Certain medications may also be used to treat symptoms of GSDIa, when dietary changes are ineffective. Medications include allopurinol (to lower uric acid levels and prevent gout), lipid-lowering medications such as Lipitor, citrate supplements to prevent calcium deposits in the kidneys, and angiotensin-converting enzyme inhibitors (e.g. captopril) to treat renal dysfunction. Human granulocyte colony-stimulating factor can be used to treat recurrent infections. Some patients may also require liver and kidney transplantations and hepatic adenomas are usually treated with surgery or percutaneous ethanol injections and radiofrequency ablation.

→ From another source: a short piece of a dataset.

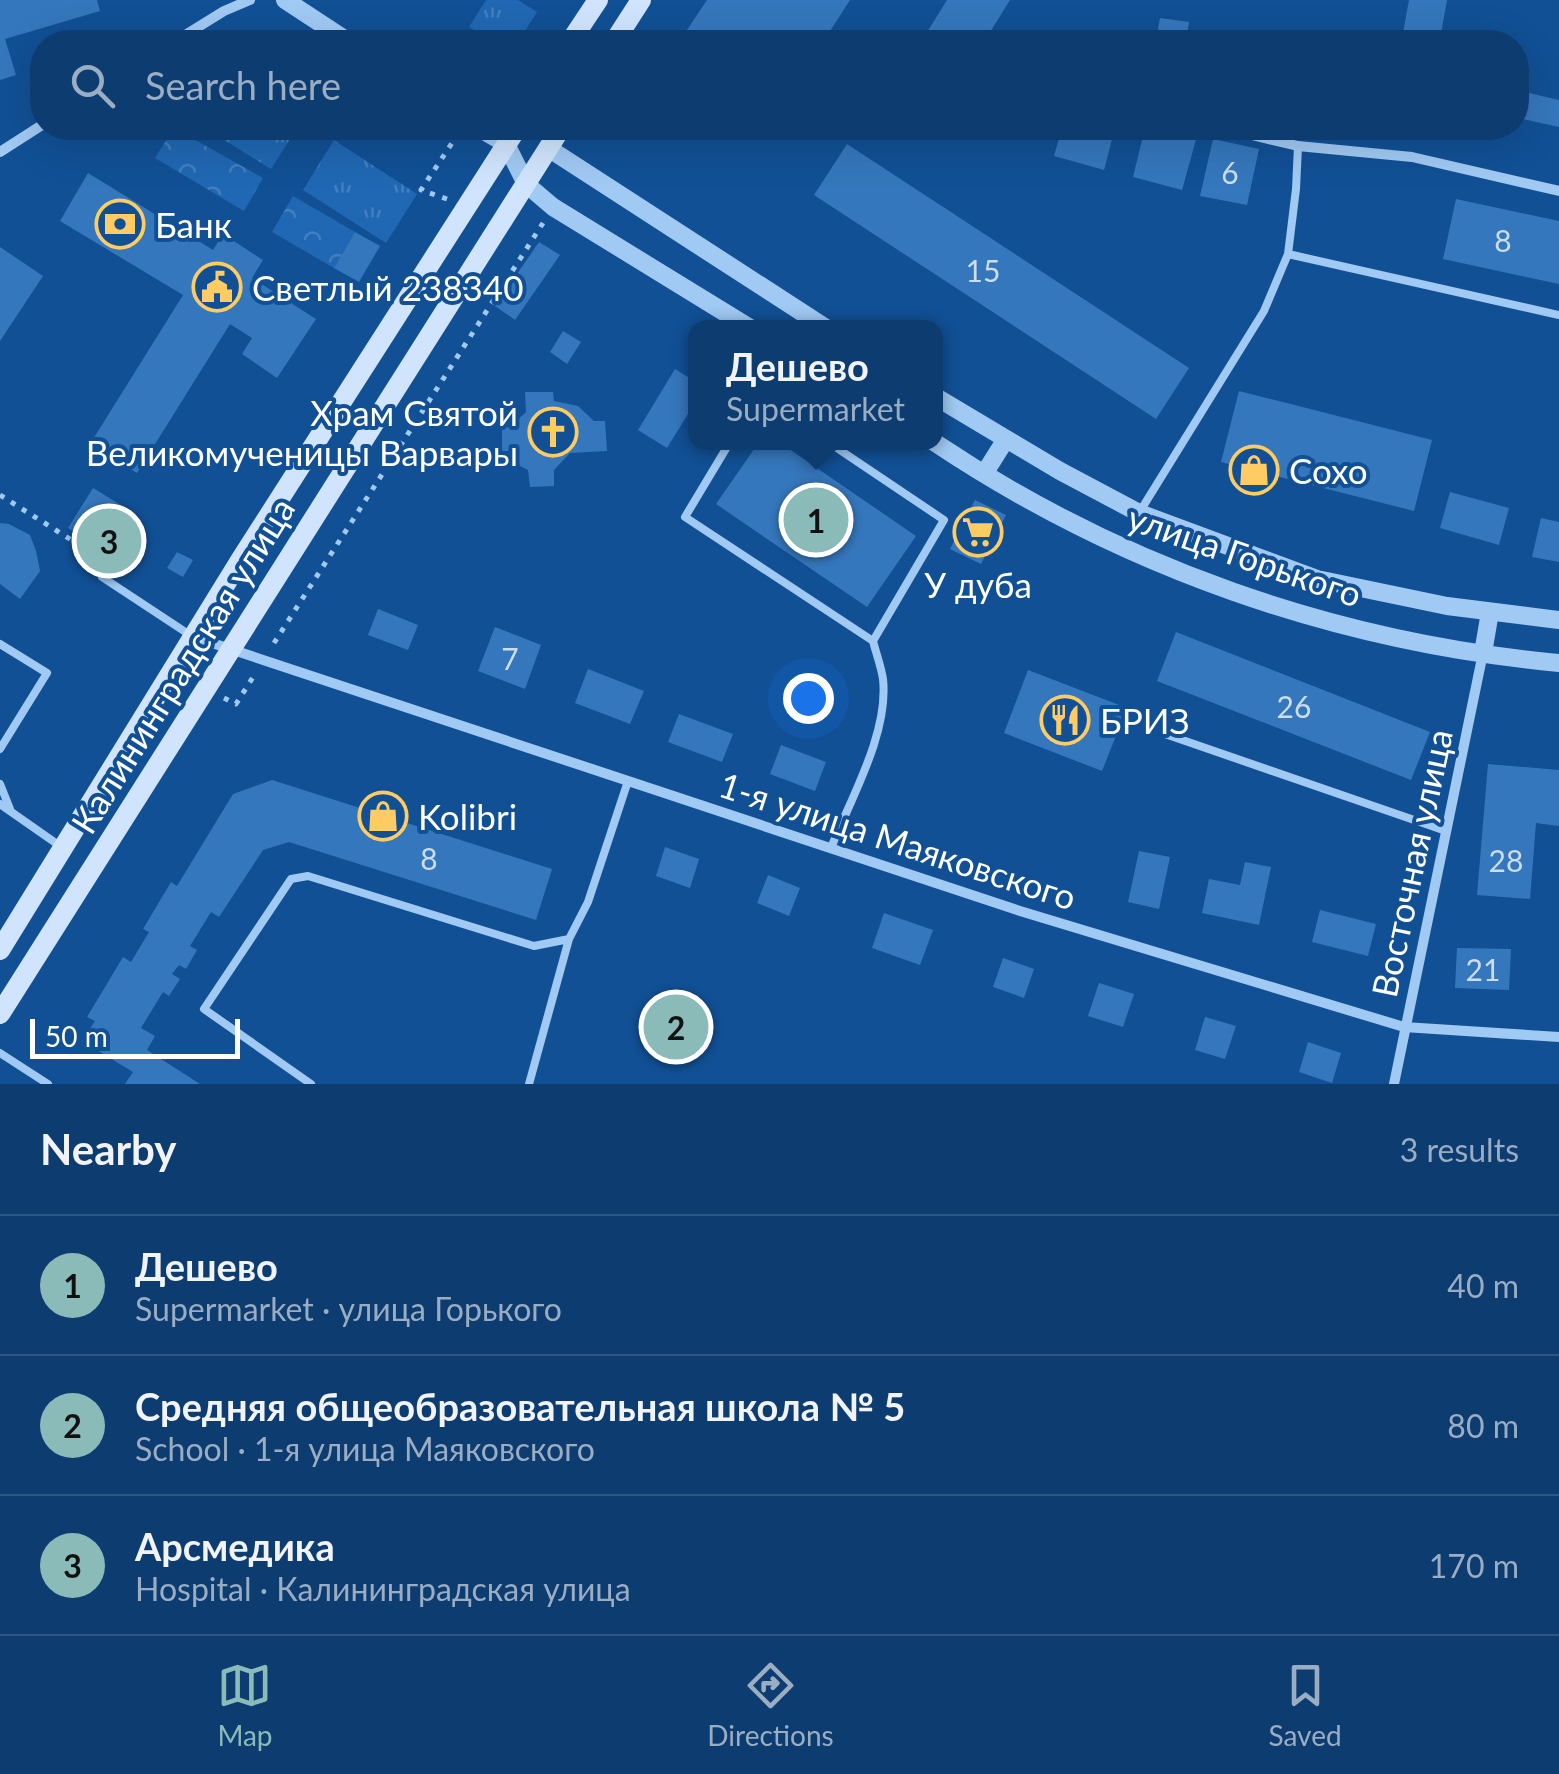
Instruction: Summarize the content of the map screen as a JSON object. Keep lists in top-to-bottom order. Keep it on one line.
{"streets":{"main road":["Калининградская улица"],"street":["улица Горького","1-я улица Маяковского","Восточная улица"]},"crossings":[["улица Горького","Восточная улица"],["Калининградская улица","1-я улица Маяковского"],["1-я улица Маяковского","Восточная улица"]],"places":{"bank":["Банк"],"public building":["Светлый 238340"],"church":["Храм Святой Великомученицы Варвары"],"shop":["Сохо","Kolibri"],"supermarket":["У дуба"],"restaurant":["БРИЗ"]},"house_numbers":["6","8","15","7","26","8","28","21"],"scale_bar":"50 m","page":{"search":"Search here","popup":["Дешево","Supermarket"],"pins":["1","3","2"],"scale":"50 m","heading":["Nearby","3 results"],"list":[{"mark":"1","name":"Дешево","note":"Supermarket · улица Горького","value":"40 m"},{"mark":"2","name":"Средняя общеобразовательная школа № 5","note":"School · 1-я улица Маяковского","value":"80 m"},{"mark":"3","name":"Арсмедика","note":"Hospital · Калининградская улица","value":"170 m"}],"nav":["Map","Directions","Saved"]}}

Careful monitoring of disease symptoms is essential throughout an affected patient’s life. Annual ultrasound examinations of the kidneys are recommended and should be initiated after the age of 10. Liver surveillance should include annual monitoring of liver enzymes, liver ultrasounds every 12-24 months in children, and liver CT or MRI scans every 6-12 months in affected adults. If hepatic adenomas are detected they should be monitored every 3-6 months. Individuals receiving granulocyte colony-stimulating factor for infections need serial blood counts every three months to assess the response to treatment. Cardiovascular complications are monitored by routine blood pressure measurements (from infancy onward) and echocardiography every three years beginning at the age of 10.